Luego pensé en otra ceremonia reciente, la de la desfloración de Diótima. Ritos y ritmos de la tribu. El mundo de las meretrices, como el de los gitanos ¿ponía en cuestión a nuestro mundo? ¿No eran todos ellos mundos complementarios? La doña Nati había dependido del señor marqués y luego doña Victoria, la marquesa, había dependido de la doña Nati, había soportado la humillación de verla pasear delante de su casa con un perro que entraba a orinarle en el portal. Los gitanos vivían de explotarnos, de explotara Teseo y sus vicios, por ejemplo, y nosotros, y doña Victoria y los amigos de la Casa de Quevedo y don Agustín, el coadjutor y orador sagrado, necesitábamos de las meretrices y de los gitanos como ellos de nosotros. No éramos sino realidades complementarias.
El padre Tagoro necesitaba de los ciegos como ellos de él.
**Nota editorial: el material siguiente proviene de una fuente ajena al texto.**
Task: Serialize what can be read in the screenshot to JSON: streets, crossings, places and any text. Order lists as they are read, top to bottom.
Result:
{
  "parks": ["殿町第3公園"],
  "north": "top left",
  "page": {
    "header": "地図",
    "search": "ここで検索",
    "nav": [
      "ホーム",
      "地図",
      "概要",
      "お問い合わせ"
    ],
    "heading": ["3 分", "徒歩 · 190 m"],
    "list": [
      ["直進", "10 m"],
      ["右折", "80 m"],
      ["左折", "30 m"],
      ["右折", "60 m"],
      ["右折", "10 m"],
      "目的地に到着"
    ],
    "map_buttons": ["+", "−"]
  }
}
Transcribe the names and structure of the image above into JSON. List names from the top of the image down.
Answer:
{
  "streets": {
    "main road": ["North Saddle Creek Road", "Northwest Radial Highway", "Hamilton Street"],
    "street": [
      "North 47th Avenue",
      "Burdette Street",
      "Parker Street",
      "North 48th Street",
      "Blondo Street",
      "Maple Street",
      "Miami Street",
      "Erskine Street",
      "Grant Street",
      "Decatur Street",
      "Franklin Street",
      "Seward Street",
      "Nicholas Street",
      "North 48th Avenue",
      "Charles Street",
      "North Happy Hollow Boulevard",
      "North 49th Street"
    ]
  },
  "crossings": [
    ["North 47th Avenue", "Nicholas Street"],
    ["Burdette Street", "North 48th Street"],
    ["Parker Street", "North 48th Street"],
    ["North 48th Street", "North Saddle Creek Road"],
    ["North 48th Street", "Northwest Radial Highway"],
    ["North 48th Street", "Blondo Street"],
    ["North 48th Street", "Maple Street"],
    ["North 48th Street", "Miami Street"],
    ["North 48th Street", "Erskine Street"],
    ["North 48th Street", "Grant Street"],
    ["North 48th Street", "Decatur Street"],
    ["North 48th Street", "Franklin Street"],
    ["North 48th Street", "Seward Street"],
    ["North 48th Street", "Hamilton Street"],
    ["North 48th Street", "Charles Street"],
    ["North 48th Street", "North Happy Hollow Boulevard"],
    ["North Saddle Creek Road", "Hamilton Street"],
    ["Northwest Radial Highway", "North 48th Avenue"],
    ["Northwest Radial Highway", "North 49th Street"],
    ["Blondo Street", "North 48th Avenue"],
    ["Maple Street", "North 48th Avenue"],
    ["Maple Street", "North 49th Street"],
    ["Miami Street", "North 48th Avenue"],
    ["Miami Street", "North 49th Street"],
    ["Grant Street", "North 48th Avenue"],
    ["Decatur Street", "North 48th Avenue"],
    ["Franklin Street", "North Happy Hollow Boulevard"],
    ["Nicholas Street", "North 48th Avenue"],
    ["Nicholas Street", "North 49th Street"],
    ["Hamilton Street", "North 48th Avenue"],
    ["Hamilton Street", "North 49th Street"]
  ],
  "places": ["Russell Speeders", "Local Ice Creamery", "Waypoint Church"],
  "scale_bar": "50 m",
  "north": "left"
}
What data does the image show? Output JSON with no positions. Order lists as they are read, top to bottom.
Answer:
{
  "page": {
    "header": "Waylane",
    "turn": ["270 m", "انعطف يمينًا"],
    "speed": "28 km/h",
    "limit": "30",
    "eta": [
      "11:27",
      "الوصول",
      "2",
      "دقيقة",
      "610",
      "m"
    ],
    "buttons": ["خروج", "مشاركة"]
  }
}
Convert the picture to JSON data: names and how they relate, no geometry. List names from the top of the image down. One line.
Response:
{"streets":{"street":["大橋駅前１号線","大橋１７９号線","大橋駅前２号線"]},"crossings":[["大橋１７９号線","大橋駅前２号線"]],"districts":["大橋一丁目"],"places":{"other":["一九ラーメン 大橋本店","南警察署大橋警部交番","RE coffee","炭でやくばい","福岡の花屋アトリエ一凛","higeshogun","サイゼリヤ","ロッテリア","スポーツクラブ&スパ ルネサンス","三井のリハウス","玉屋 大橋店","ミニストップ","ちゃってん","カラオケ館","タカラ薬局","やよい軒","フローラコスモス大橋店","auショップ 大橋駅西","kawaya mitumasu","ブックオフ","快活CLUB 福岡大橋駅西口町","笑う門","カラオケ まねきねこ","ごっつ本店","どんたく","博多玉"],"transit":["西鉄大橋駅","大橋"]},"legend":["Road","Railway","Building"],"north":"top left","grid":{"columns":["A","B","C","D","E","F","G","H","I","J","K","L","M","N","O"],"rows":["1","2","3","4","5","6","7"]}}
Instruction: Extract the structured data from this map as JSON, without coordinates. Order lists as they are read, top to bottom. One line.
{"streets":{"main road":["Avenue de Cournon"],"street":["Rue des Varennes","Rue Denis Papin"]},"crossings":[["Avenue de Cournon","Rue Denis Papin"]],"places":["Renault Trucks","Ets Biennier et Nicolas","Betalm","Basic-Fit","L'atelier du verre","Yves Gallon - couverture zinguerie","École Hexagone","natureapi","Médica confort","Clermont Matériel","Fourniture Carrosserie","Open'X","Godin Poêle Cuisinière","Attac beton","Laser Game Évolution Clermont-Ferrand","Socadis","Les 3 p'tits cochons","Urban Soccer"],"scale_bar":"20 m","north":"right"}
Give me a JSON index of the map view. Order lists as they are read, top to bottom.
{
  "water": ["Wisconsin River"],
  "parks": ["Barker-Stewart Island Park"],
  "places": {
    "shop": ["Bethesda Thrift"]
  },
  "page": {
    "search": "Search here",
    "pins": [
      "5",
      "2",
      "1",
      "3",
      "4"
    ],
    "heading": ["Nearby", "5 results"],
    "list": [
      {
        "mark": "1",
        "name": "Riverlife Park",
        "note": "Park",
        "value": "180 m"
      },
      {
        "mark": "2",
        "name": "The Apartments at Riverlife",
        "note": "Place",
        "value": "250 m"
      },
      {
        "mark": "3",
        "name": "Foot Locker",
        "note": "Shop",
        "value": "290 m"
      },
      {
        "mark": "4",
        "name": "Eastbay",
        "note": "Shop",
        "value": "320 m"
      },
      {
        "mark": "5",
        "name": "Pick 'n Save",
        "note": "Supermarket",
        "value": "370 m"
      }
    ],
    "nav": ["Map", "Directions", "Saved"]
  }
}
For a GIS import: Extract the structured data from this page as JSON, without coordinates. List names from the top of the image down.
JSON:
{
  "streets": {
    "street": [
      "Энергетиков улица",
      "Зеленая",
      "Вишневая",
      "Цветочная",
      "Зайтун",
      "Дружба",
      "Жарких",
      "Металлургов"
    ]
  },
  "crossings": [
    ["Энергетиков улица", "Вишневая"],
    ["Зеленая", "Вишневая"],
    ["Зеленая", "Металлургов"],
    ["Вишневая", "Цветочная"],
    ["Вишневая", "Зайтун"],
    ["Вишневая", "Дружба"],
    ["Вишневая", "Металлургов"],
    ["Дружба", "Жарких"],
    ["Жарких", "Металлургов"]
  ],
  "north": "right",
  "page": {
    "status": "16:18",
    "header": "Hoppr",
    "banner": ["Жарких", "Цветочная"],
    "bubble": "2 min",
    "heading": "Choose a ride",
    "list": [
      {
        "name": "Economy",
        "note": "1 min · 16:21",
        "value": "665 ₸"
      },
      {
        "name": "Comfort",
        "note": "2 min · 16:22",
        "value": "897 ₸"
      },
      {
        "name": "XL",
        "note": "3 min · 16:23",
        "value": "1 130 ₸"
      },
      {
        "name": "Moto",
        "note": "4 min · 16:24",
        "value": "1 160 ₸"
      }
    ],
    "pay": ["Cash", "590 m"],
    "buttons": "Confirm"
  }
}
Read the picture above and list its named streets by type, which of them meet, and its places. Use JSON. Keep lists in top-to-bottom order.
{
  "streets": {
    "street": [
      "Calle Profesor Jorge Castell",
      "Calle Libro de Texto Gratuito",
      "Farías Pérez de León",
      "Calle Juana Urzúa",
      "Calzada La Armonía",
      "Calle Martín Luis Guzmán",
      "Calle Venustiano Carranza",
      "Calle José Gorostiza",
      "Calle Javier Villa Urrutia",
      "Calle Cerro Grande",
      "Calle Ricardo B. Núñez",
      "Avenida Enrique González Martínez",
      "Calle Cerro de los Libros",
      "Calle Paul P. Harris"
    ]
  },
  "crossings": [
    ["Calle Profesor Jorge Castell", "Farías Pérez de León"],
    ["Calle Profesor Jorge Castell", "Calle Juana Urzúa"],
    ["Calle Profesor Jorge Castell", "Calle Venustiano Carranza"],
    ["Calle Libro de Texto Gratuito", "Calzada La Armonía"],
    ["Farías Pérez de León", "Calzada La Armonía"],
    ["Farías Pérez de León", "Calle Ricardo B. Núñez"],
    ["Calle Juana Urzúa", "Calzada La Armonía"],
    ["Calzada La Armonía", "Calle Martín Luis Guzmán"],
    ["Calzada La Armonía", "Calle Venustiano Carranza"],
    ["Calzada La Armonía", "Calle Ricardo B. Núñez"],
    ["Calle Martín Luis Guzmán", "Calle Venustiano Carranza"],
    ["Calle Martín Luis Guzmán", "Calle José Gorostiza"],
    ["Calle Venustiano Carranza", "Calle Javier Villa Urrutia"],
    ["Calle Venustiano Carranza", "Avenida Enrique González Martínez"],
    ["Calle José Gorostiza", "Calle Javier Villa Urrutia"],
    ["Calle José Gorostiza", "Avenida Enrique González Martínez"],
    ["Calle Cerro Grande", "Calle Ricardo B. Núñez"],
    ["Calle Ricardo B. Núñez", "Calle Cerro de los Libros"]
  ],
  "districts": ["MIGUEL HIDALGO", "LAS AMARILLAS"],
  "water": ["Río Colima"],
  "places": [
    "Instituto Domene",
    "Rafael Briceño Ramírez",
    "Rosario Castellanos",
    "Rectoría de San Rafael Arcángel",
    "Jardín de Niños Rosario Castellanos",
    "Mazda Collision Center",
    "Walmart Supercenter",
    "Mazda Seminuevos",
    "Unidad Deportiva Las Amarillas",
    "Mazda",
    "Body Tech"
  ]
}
Creían ganar el cielo juntos y sólo se estaban ganando unos a los otros. Doña Victoria estaba, quizá, purgando en Tati la humillación y el horror de que existiese la doña Nati. Y si todo era un todo, entonces sí que yo me sentía perdido, mareado, y comprendía que no había solución ni salvación para nada ni para nadie. Diótima había nacido a la carne en una ceremonia grotesca que la mirada de Darío —la mirada imparcial de la cultura— había recogido con el mismo interés o desinterés científico con que recogía ahora esta otra ceremonia en que Tati moría para la carne. La figura de Tati se me había perdido entre el ritual del altar, y los coros de vírgenes necias renacían de la Biblia y de las aguas del armónium para llenar los ámbitos con su cántico enorme, celestial y mediocre.